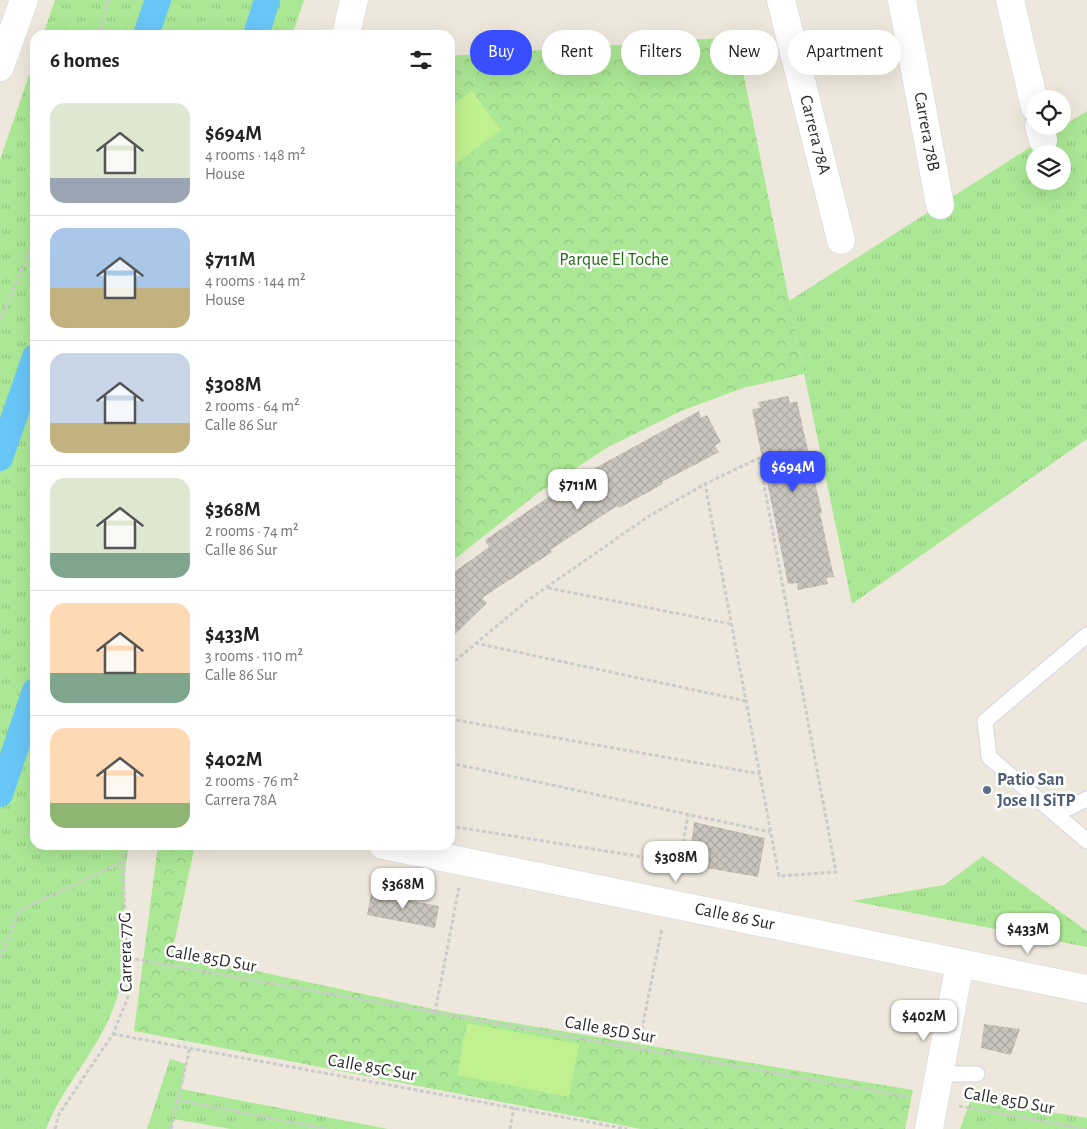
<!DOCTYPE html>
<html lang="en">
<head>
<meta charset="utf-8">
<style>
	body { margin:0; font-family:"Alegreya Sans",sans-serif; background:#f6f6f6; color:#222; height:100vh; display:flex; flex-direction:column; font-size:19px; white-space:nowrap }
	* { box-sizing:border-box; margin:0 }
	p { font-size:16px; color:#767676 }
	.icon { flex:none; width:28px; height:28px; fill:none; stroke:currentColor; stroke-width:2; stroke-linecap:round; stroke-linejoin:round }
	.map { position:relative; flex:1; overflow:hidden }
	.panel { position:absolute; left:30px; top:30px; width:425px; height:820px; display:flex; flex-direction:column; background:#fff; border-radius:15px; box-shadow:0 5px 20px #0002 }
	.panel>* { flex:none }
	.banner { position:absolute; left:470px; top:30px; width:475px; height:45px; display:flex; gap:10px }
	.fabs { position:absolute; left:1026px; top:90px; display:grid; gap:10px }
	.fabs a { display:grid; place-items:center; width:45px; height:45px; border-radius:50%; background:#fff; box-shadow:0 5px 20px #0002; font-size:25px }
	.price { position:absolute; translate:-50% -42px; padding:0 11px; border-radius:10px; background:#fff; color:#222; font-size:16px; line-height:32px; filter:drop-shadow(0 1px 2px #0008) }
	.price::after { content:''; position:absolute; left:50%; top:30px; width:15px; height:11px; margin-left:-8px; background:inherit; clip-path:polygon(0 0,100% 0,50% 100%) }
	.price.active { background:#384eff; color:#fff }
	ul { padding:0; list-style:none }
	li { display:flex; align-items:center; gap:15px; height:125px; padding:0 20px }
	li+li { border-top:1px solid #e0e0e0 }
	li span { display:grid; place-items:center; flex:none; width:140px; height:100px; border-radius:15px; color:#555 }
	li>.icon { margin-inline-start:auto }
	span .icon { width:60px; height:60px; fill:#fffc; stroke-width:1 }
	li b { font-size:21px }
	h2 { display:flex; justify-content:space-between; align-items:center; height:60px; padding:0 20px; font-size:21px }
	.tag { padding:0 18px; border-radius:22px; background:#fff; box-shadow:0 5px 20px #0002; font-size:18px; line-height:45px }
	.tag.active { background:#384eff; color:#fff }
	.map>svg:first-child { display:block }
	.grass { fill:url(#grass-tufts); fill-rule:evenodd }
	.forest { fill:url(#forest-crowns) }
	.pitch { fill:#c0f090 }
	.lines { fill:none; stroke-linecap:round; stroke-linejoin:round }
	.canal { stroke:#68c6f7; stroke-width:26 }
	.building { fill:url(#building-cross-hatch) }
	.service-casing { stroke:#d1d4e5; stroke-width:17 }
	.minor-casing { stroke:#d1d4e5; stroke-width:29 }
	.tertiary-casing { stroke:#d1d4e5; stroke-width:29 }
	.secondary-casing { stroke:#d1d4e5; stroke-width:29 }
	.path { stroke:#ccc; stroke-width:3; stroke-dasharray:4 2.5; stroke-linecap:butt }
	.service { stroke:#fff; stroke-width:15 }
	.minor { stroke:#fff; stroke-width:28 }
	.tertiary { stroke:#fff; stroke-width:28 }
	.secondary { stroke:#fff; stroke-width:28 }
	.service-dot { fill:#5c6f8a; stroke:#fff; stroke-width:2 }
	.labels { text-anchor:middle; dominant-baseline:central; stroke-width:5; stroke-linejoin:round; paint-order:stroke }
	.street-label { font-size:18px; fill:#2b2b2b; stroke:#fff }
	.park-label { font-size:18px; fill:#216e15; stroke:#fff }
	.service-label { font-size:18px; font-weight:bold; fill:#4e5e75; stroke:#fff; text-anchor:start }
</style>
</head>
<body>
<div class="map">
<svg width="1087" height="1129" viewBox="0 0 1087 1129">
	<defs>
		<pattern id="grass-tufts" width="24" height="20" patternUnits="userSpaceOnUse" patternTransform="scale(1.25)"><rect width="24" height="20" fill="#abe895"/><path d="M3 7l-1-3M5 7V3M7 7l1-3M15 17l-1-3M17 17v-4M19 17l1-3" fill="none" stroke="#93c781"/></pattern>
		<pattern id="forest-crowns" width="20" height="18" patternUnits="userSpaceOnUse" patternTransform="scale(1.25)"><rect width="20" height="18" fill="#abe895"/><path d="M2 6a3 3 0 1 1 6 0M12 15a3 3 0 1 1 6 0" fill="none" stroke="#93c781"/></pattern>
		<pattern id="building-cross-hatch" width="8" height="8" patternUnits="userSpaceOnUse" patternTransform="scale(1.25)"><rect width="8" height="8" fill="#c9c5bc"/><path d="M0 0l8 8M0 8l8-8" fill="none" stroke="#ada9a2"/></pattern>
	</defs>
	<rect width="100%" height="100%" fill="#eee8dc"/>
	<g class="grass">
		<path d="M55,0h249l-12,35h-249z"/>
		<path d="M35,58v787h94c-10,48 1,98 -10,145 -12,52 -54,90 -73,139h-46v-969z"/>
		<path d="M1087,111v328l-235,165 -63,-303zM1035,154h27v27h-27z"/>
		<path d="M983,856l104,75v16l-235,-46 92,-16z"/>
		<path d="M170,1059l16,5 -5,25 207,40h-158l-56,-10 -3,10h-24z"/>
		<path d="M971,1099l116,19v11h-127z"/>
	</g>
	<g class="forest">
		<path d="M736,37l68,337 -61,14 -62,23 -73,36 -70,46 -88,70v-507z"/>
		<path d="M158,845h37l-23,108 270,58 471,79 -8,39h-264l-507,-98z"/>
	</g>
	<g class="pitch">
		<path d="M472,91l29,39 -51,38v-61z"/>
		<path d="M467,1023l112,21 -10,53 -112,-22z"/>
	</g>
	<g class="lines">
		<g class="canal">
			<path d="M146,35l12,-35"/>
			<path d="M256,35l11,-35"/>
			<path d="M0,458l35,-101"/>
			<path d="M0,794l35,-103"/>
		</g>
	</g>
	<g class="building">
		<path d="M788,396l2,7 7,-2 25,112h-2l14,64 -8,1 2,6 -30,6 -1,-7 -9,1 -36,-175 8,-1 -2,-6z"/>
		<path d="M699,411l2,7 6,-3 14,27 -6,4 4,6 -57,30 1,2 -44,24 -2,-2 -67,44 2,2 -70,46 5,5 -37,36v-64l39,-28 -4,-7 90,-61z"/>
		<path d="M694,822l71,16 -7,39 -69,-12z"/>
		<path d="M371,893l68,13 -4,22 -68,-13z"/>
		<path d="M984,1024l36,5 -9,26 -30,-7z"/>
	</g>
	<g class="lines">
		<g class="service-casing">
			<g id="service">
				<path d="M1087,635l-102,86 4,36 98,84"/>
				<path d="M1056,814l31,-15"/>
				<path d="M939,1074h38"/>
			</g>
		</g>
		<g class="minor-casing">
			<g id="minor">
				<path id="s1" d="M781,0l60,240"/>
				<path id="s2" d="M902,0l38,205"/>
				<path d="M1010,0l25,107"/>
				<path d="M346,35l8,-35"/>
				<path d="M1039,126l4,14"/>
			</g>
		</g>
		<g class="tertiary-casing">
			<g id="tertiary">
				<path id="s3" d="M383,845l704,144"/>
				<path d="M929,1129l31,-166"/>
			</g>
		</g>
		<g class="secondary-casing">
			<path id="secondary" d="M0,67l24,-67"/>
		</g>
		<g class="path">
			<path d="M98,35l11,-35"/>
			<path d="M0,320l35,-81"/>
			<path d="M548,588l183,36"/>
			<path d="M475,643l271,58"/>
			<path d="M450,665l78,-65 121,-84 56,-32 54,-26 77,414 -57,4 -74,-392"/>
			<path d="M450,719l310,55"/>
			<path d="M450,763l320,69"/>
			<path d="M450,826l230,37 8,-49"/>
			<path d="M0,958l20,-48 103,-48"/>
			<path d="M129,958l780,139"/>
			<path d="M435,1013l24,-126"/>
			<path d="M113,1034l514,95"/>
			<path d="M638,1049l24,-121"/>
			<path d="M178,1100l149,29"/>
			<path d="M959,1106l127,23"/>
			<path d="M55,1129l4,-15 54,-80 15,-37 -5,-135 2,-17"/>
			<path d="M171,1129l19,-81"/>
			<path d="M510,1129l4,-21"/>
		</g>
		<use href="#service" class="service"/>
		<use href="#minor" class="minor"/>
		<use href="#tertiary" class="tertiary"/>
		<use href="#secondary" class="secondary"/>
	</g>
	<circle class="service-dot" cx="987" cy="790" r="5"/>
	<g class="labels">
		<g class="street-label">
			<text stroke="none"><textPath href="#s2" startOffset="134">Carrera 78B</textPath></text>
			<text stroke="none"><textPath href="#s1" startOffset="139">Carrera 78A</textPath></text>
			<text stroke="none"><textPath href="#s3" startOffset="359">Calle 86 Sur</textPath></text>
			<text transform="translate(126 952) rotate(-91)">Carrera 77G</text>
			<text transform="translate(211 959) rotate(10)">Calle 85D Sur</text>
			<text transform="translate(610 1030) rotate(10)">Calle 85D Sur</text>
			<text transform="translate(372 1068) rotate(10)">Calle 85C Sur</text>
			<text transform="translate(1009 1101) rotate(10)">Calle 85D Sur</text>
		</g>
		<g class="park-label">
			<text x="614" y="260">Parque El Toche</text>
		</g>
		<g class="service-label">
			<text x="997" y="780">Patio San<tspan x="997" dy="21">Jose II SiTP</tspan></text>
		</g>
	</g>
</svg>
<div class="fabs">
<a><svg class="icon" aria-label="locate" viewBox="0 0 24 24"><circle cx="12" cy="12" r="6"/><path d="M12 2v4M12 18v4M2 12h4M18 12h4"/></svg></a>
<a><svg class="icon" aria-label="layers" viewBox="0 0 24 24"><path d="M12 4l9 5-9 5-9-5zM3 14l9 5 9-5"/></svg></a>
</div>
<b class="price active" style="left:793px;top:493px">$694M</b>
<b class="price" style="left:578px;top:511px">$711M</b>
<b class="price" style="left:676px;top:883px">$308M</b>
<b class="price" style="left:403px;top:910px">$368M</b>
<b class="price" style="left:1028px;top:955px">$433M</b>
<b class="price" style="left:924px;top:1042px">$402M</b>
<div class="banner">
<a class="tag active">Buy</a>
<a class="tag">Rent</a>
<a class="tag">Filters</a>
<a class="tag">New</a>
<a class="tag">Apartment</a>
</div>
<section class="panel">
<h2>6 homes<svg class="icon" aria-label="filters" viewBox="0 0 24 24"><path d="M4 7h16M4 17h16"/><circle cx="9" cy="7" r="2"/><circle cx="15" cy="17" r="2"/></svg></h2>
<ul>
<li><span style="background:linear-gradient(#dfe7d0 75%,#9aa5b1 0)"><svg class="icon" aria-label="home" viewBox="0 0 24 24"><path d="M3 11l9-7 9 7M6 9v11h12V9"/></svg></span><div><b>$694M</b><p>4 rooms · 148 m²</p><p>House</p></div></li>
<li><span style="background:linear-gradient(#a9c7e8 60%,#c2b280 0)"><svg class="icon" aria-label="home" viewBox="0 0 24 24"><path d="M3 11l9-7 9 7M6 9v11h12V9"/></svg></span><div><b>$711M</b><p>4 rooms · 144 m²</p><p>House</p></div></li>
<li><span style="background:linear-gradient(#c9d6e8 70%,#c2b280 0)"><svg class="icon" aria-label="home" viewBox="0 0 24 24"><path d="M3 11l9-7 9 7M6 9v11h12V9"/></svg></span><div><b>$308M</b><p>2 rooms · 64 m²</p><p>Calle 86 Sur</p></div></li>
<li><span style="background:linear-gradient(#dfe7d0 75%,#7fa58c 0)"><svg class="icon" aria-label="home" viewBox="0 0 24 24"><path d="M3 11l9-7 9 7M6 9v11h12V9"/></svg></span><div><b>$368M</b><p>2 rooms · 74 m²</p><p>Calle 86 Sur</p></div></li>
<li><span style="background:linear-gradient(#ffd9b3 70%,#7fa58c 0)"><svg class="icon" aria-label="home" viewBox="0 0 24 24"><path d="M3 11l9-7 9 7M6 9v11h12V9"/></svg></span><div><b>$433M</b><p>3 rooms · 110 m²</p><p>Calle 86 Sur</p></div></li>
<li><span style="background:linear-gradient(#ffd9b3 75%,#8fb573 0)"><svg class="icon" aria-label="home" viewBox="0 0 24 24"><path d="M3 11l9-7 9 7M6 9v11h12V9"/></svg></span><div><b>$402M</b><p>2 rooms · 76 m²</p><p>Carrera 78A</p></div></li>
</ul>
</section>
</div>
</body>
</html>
# # # #
Exactly restate the lines from the beginning of the data through the line with "display:grid; place-items:center; flex:none;", and no others, keeping pictures out.

* **Result**
<!DOCTYPE html>
<html lang="en">
<head>
<meta charset="utf-8">
<style>
	body { margin:0; font-family:"Alegreya Sans",sans-serif; background:#f6f6f6; color:#222; height:100vh; display:flex; flex-direction:column; font-size:19px; white-space:nowrap }
	* { box-sizing:border-box; margin:0 }
	p { font-size:16px; color:#767676 }
	.icon { flex:none; width:28px; height:28px; fill:none; stroke:currentColor; stroke-width:2; stroke-linecap:round; stroke-linejoin:round }
	.map { position:relative; flex:1; overflow:hidden }
	.panel { position:absolute; left:30px; top:30px; width:425px; height:820px; display:flex; flex-direction:column; background:#fff; border-radius:15px; box-shadow:0 5px 20px #0002 }
	.panel>* { flex:none }
	.banner { position:absolute; left:470px; top:30px; width:475px; height:45px; display:flex; gap:10px }
	.fabs { position:absolute; left:1026px; top:90px; display:grid; gap:10px }
	.fabs a { display:grid; place-items:center; width:45px; height:45px; border-radius:50%; background:#fff; box-shadow:0 5px 20px #0002; font-size:25px }
	.price { position:absolute; translate:-50% -42px; padding:0 11px; border-radius:10px; background:#fff; color:#222; font-size:16px; line-height:32px; filter:drop-shadow(0 1px 2px #0008) }
	.price::after { content:''; position:absolute; left:50%; top:30px; width:15px; height:11px; margin-left:-8px; background:inherit; clip-path:polygon(0 0,100% 0,50% 100%) }
	.price.active { background:#384eff; color:#fff }
	ul { padding:0; list-style:none }
	li { display:flex; align-items:center; gap:15px; height:125px; padding:0 20px }
	li+li { border-top:1px solid #e0e0e0 }
	li span { display:grid; place-items:center; flex:none; width:140px; height:100px; border-radius:15px; color:#555 }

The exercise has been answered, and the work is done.